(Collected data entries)
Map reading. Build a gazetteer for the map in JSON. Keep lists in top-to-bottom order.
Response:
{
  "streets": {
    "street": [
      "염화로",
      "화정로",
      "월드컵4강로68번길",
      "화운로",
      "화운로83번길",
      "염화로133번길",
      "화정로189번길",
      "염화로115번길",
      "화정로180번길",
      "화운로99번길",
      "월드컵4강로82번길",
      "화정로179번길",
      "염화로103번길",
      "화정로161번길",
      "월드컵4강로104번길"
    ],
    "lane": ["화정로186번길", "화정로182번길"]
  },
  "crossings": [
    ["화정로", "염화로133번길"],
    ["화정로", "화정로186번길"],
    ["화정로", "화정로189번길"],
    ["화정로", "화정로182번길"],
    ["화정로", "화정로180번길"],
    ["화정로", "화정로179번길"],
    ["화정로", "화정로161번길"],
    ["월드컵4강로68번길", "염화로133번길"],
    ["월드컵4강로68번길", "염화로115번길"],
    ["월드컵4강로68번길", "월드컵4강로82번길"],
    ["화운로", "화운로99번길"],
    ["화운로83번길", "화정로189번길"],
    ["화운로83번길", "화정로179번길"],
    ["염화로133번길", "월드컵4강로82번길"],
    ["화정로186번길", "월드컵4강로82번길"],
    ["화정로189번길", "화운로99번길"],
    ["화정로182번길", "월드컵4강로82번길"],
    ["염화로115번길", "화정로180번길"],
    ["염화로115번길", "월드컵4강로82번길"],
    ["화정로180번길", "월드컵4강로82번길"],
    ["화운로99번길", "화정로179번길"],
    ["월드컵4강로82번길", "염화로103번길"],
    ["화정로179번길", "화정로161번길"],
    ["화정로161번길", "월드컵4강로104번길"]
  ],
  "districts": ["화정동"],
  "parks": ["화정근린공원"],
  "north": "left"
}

TO DO: Every record above must be printed again exactly.

EXPECTED ANSWER:
Map reading. Build a gazetteer for the map in JSON. Keep lists in top-to-bottom order.
Response:
{
  "streets": {
    "street": [
      "염화로",
      "화정로",
      "월드컵4강로68번길",
      "화운로",
      "화운로83번길",
      "염화로133번길",
      "화정로189번길",
      "염화로115번길",
      "화정로180번길",
      "화운로99번길",
      "월드컵4강로82번길",
      "화정로179번길",
      "염화로103번길",
      "화정로161번길",
      "월드컵4강로104번길"
    ],
    "lane": ["화정로186번길", "화정로182번길"]
  },
  "crossings": [
    ["화정로", "염화로133번길"],
    ["화정로", "화정로186번길"],
    ["화정로", "화정로189번길"],
    ["화정로", "화정로182번길"],
    ["화정로", "화정로180번길"],
    ["화정로", "화정로179번길"],
    ["화정로", "화정로161번길"],
    ["월드컵4강로68번길", "염화로133번길"],
    ["월드컵4강로68번길", "염화로115번길"],
    ["월드컵4강로68번길", "월드컵4강로82번길"],
    ["화운로", "화운로99번길"],
    ["화운로83번길", "화정로189번길"],
    ["화운로83번길", "화정로179번길"],
    ["염화로133번길", "월드컵4강로82번길"],
    ["화정로186번길", "월드컵4강로82번길"],
    ["화정로189번길", "화운로99번길"],
    ["화정로182번길", "월드컵4강로82번길"],
    ["염화로115번길", "화정로180번길"],
    ["염화로115번길", "월드컵4강로82번길"],
    ["화정로180번길", "월드컵4강로82번길"],
    ["화운로99번길", "화정로179번길"],
    ["월드컵4강로82번길", "염화로103번길"],
    ["화정로179번길", "화정로161번길"],
    ["화정로161번길", "월드컵4강로104번길"]
  ],
  "districts": ["화정동"],
  "parks": ["화정근린공원"],
  "north": "left"
}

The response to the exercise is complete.